Given material START
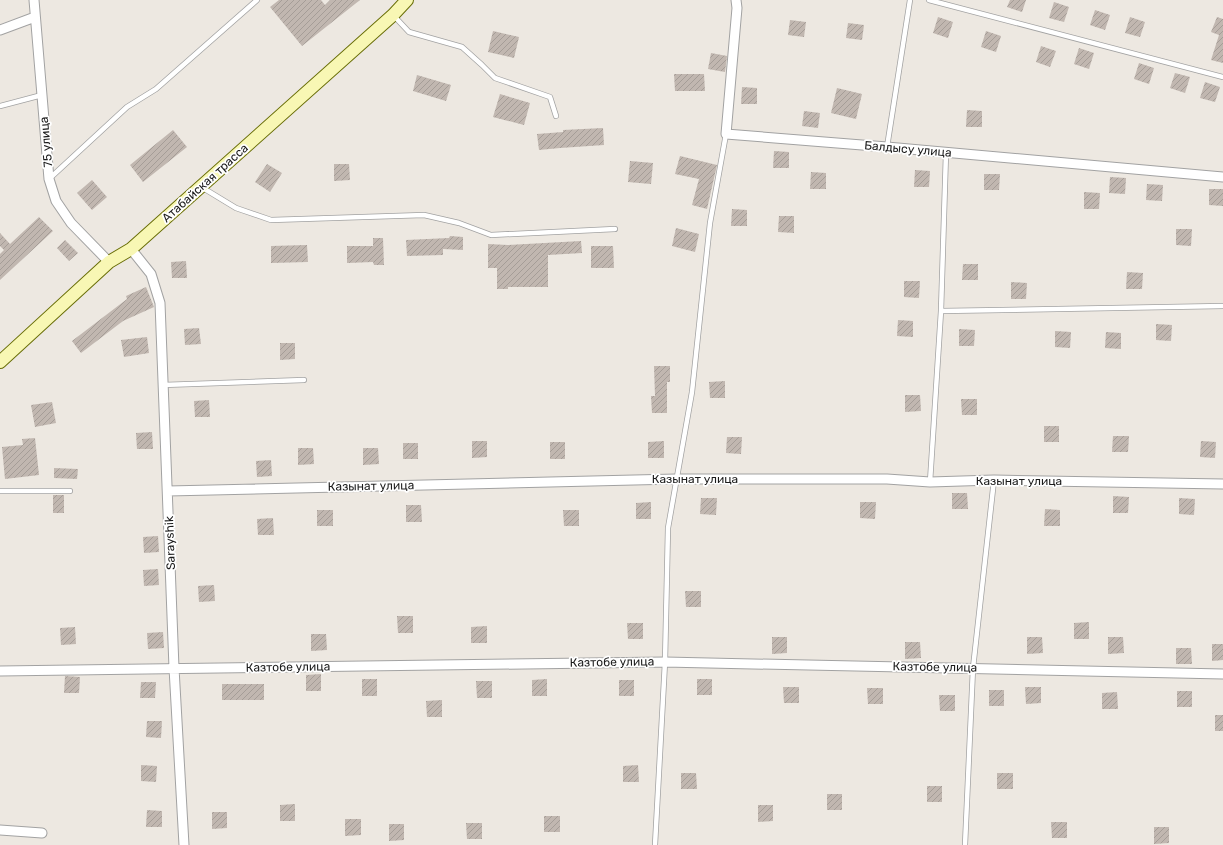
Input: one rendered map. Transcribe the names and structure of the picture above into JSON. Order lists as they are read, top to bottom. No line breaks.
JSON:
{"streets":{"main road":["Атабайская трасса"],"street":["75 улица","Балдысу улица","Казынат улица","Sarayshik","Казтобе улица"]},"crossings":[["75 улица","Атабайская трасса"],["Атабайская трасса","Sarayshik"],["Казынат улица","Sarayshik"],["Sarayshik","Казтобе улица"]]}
Given material END
● **What you are asked to do**
Output the whole listing exactly. Pictures stay out.

● **Written solution**
Input: one rendered map. Transcribe the names and structure of the picture above into JSON. Order lists as they are read, top to bottom. No line breaks.
JSON:
{"streets":{"main road":["Атабайская трасса"],"street":["75 улица","Балдысу улица","Казынат улица","Sarayshik","Казтобе улица"]},"crossings":[["75 улица","Атабайская трасса"],["Атабайская трасса","Sarayshik"],["Казынат улица","Sarayshik"],["Sarayshik","Казтобе улица"]]}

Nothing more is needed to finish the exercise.